EXERCISE.
For the entries below, count the lines that contain the word "Leopoldo" and reply with that number only.

Stored data:
..........

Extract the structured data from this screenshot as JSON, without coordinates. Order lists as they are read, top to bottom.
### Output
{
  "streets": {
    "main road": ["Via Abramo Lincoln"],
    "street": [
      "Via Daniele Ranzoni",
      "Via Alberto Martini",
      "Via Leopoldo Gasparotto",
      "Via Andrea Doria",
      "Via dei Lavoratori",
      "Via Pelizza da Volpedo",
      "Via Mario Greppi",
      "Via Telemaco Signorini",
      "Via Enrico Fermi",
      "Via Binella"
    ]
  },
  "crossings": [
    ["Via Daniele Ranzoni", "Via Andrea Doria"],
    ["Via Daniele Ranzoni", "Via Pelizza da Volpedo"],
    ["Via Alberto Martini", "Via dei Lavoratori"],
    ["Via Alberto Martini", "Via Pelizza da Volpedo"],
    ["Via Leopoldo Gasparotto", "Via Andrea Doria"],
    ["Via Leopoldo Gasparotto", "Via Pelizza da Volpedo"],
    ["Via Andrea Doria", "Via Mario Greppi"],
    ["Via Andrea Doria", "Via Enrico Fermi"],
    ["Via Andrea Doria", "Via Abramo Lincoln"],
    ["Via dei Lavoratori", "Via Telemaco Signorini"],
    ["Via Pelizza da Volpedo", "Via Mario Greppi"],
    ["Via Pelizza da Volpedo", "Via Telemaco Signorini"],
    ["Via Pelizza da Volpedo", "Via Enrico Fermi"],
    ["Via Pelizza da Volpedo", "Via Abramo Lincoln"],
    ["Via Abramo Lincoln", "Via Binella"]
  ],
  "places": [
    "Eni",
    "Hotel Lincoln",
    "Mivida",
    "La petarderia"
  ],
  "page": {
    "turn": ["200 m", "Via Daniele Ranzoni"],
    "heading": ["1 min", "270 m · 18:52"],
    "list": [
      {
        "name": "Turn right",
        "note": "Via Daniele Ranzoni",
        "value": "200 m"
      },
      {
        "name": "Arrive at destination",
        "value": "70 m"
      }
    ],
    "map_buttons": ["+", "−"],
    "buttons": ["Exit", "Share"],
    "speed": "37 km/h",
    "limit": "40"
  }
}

..........

SOLUTION FOR THIS EXERCISE.
3